Lou Whitaker could make it two reversals of fortune in a row. He didn’t even get to a second ballot during his eligibility with the writers, even though he was a highly accomplished second baseman on par with Alan Trammell, his Detroit double-play partner for forever. Trammell endured through 10 bruising years on the ballot, with his support topping out at 40.9 percent in his final year in 2016. He was inducted into the Hall via the Veterans Committee two years later.

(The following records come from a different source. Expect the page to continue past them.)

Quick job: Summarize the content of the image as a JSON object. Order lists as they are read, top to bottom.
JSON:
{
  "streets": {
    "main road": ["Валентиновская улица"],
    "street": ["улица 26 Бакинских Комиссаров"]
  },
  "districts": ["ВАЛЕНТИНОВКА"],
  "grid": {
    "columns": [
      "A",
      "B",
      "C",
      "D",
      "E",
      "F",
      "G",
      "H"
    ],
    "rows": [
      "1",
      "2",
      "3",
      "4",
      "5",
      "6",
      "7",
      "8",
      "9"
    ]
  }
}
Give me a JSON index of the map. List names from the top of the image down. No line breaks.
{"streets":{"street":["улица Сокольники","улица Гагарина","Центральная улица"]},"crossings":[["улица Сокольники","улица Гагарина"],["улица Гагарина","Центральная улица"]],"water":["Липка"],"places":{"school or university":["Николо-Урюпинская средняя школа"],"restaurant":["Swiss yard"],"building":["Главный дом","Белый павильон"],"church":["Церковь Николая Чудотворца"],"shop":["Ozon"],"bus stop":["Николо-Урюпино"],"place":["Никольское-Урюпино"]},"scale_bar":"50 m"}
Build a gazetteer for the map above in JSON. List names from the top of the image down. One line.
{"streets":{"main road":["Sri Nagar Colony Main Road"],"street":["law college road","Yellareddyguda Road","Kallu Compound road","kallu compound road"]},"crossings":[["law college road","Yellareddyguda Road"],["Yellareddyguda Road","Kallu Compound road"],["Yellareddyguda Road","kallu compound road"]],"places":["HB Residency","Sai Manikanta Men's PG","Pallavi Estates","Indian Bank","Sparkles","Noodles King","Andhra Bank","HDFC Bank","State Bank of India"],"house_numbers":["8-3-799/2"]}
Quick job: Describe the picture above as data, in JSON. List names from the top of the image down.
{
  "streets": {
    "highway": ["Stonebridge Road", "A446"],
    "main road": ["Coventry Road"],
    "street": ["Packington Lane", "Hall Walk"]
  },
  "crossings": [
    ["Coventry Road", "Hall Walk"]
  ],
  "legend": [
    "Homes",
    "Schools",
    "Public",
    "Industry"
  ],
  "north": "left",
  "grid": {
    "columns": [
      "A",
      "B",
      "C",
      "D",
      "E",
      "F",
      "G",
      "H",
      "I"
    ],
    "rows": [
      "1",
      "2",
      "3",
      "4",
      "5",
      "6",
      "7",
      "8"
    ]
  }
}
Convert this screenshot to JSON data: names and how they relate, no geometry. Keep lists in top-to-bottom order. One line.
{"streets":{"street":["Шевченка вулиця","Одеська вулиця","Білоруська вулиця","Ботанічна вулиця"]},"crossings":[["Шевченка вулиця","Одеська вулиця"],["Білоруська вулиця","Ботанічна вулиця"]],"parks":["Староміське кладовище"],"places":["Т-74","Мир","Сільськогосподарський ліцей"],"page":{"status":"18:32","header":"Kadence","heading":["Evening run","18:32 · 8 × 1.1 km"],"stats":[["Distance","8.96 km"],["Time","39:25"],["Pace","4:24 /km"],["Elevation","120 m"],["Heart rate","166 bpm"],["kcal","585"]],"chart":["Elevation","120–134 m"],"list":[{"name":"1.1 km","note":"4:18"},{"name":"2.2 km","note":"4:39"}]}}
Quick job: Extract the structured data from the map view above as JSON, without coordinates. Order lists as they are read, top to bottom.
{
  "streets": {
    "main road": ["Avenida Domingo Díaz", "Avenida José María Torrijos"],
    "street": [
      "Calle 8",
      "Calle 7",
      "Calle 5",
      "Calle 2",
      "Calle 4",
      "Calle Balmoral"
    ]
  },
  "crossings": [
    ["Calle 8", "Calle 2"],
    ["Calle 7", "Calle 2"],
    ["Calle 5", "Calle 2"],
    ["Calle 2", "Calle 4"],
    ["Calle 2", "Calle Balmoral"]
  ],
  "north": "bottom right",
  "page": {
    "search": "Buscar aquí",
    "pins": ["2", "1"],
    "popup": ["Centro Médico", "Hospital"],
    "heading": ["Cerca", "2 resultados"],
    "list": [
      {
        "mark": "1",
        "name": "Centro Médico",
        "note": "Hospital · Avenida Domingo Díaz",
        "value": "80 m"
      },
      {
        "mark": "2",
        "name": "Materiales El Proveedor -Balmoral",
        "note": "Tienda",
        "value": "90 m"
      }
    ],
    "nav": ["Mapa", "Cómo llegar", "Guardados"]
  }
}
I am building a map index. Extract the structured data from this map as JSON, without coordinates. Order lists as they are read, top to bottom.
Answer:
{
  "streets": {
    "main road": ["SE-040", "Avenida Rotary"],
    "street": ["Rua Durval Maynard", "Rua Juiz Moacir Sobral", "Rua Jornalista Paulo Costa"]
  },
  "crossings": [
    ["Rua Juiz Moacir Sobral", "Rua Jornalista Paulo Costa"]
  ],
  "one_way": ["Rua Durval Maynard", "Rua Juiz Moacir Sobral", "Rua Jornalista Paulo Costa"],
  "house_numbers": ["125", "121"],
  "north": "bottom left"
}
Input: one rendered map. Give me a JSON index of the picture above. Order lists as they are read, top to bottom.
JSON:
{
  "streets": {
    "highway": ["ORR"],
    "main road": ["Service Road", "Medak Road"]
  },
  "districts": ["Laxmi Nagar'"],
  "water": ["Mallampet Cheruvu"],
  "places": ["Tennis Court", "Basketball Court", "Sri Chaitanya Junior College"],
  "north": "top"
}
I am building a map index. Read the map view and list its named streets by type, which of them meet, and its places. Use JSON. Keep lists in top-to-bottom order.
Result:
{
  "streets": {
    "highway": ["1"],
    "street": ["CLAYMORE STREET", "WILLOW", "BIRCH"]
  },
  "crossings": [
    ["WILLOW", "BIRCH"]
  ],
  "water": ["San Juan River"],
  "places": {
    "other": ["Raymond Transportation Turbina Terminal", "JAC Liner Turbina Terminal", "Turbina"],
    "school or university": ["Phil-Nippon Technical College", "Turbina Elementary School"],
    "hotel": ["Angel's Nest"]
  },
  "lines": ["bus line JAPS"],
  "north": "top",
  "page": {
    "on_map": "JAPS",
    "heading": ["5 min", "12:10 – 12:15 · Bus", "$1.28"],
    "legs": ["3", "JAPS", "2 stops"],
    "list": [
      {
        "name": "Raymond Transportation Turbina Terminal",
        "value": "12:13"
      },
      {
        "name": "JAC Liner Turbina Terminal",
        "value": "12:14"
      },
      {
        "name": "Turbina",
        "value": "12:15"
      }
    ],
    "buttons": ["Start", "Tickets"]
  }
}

Whitaker should’ve ran with him step-for-step, as his career fit neatly among the standard for Hall of Fame second basemen, both statistically and with the eye test (five All-Star Games, four Silver Sluggers, a World Series ring). He didn’t even clear 5 percent his first time through despite all those accomplishments. That said, the inductions of Trammell and Baines clear a potential path for Whitaker, because he shouldn’t need the committee to break in his favor so severely. It won’t be the easiest of courses, but he’ll have received what he deserves.
I mention all this because Paul Konerko is on the Hall of Fame ballot for the first time this year, among a bunch of other first-timers who occupy a similar tier.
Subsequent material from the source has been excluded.